Ik heb ook gelezen en begrepen dat men ondertussen zeer intensief diverse aspecten verder in kaart heeft gebracht en nog een aantal dingen gedetailleerder wil onderzoeken. Leden hebben er ook al op gewezen: vandaag is het zo dat elke instelling al heel wat autonomie heeft om het academiejaar in te vullen, uiteraard binnen een aantal krijtlijnen die door het decreet worden getrokken. In het decreet staat dat het jaar sowieso start tussen 1 september en 1 oktober. Je hebt daar dus een variëteit bij het kiezen wanneer je start. Er staat ook in het decreet dat elke student binnen één academiejaar recht heeft op twee examenkansen. Als u mij vraagt of het goed is dat dat een potpourri wordt, dan zeg ik: liever niet. Ik vind het sowieso nog altijd raadzaam dat universiteiten en hogescholen tot een afgestemde aanpak komen. Dat is in het belang van een vlotte heroriëntering van de studenten over verschillende opleidingen en instellingen.

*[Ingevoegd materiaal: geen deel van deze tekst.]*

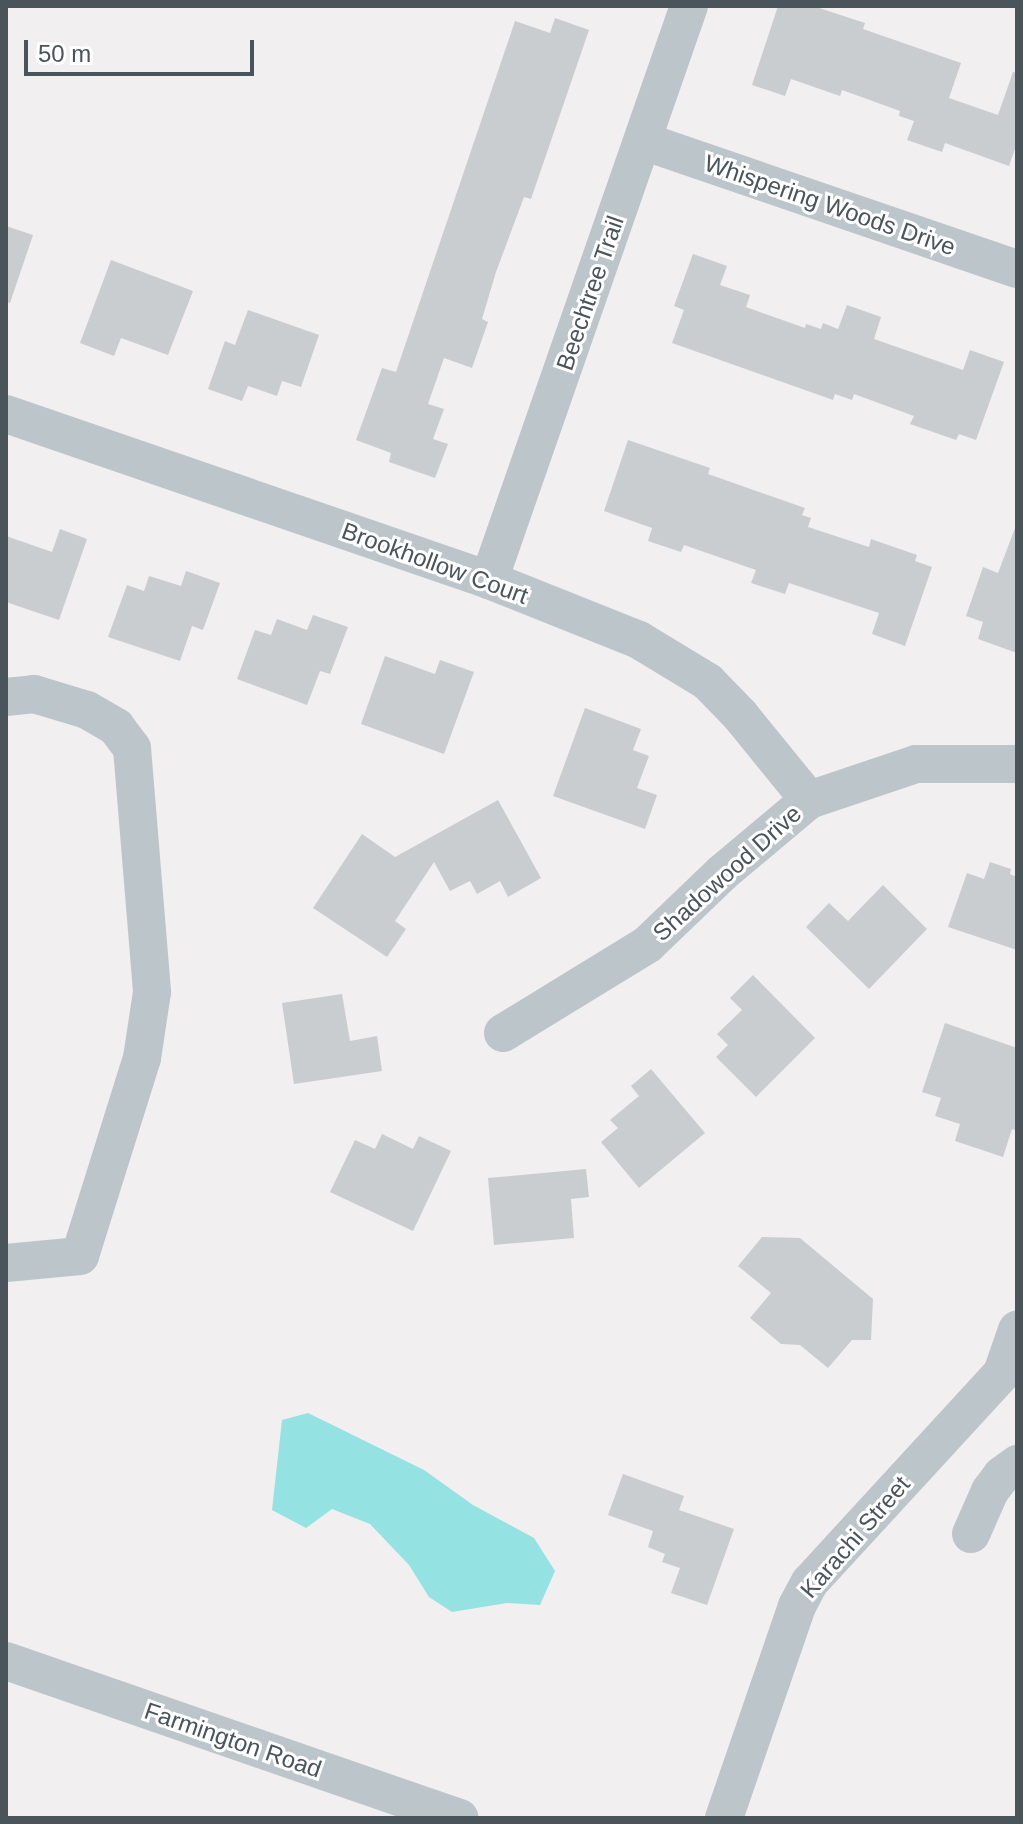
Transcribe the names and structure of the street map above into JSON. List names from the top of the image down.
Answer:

Uiteraard is het ook van belang dat de instellingen hun eigen accenten kunnen leggen, en hun kalender ook kunnen laten sporen met hun onderwijsvisie. Er kan zeker ruimte zijn voor verschillende onderwijsvormen en evaluatiesystemen. Ik denk bijvoorbeeld aan werkplekleren, stages, permanente vorming, permanente evaluatie, ‘blended learning’. Dat kan dus wel een plaats krijgen, ook afhankelijk van de studierichting. Dat belet echter niet dat wat mij betreft over de globale indeling instellingen het best wel goede afspraken maken, zoals dat vandaag ook het geval is. Het is niet identiek, maar wel vergelijkbaar.
Ik heb wel gevraagd aan mijn mensen om eens te bekijken wat er vandaag eigenlijk al aan diversiteit is. Je ziet dan dat UHasselt er een beetje uit springt. Aan de UHasselt start men in sommige opleidingen al in de tweede week van september. Dit academiejaar was dat op 11 september. Aan de Universiteit Gent is het traditioneel pas op het einde van de maand, maar aan de faculteit geneeskunde heeft men daar vroeger introductiedagen. Er zijn nog een aantal voorbeelden, ook qua aanpak en indeling tijdens het jaar. Opnieuw aan de UHasselt heeft men kwartielen, kortere periodes van twee maanden telkens afgesloten met examens. Men werkt daar dus eigenlijk op een andere manier, en dat lukt toch.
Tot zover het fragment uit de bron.